Image denoising by FFT

Denoise an image (../../../../data/moonlanding.png) by implementing a blur with an FFT.

Implements, via FFT, the following convolution:

f_1(t) = \int dt'\, K(t-t') f_0(t')

\tilde{f}_1(\omega) = \tilde{K}(\omega) \tilde{f}_0(\omega)

Read and plot the image

import numpy as np
import matplotlib.pyplot as plt
im = plt.imread("../../../../data/moonlanding.png").astype(float)
plt.figure()
plt.imshow(im, plt.cm.gray)
plt.title("Original image")
Original image
Text(0.5, 1.0, 'Original image')

Compute the 2d FFT of the input image

import scipy as sp
im_fft = sp.fft.fft2(im)
# Show the results
def plot_spectrum(im_fft):
from matplotlib.colors import LogNorm
# A logarithmic colormap
plt.imshow(np.abs(im_fft), norm=LogNorm(vmin=5))
plt.colorbar()
plt.figure()
plot_spectrum(im_fft)
plt.title("Fourier transform")
Fourier transform
Text(0.5, 1.0, 'Fourier transform')

Filter in FFT

# In the lines following, we'll make a copy of the original spectrum and
# truncate coefficients.
# Define the fraction of coefficients (in each direction) we keep
keep_fraction = 0.1
# Call ff a copy of the original transform.

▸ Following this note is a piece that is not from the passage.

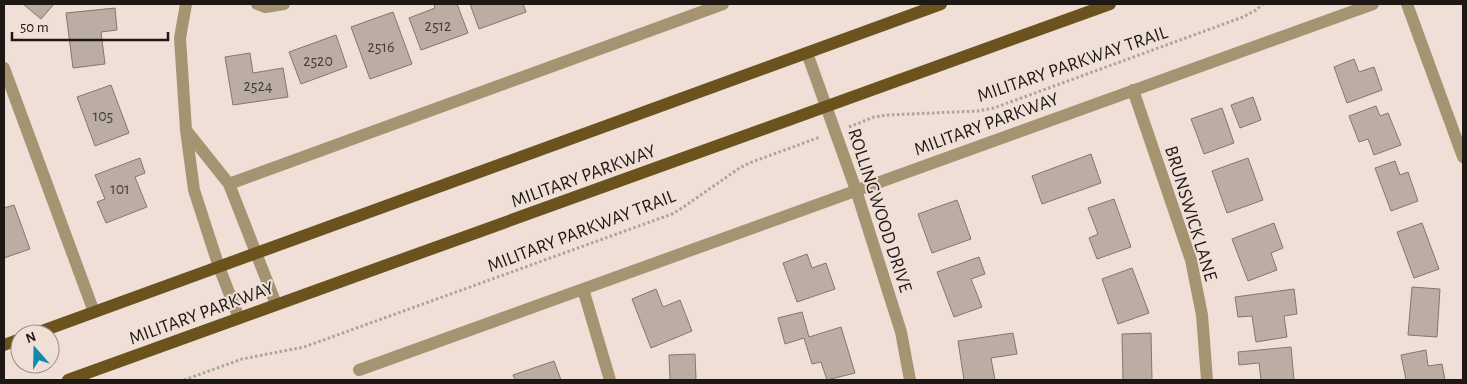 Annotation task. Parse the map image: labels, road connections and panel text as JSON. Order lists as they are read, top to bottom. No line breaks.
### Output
{"streets":{"main road":["MILITARY PARKWAY"],"street":["ROLLINGWOOD DRIVE","BRUNSWICK LANE"],"path":["MILITARY PARKWAY TRAIL"]},"crossings":[["MILITARY PARKWAY TRAIL","ROLLINGWOOD DRIVE"],["MILITARY PARKWAY","ROLLINGWOOD DRIVE"],["MILITARY PARKWAY","BRUNSWICK LANE"]],"house_numbers":["2512","2516","2520","2524","105","101"],"scale_bar":"50 m","north":"top"}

NumPy arrays have a copy
# method for this purpose.
im_fft2 = im_fft.copy()
# Set r and c to be the number of rows and columns of the array.
r, c = im_fft2.shape
# Set to zero all rows with indices between r*keep_fraction and
# r*(1-keep_fraction):
im_fft2[int(r * keep_fraction) : int(r * (1 - keep_fraction))] = 0
# Similarly with the columns:
im_fft2[:, int(c * keep_fraction) : int(c * (1 - keep_fraction))] = 0
plt.figure()
plot_spectrum(im_fft2)
plt.title("Filtered Spectrum")
Filtered Spectrum
Text(0.5, 1.0, 'Filtered Spectrum')

Reconstruct the final image

# Reconstruct the denoised image from the filtered spectrum, keep only the
# real part for display.
im_new = sp.fft.ifft2(im_fft2).real
plt.figure()
plt.imshow(im_new, plt.cm.gray)
plt.title("Reconstructed Image")
Reconstructed Image
Text(0.5, 1.0, 'Reconstructed Image')

Easier and better: scipy.ndimage.gaussian_filter()

Implementing filtering directly with FFTs is tricky and time consuming. We can use the Gaussian filter from scipy.ndimage

Blurred image

Total running time of the script: (0 minutes 0.736 seconds)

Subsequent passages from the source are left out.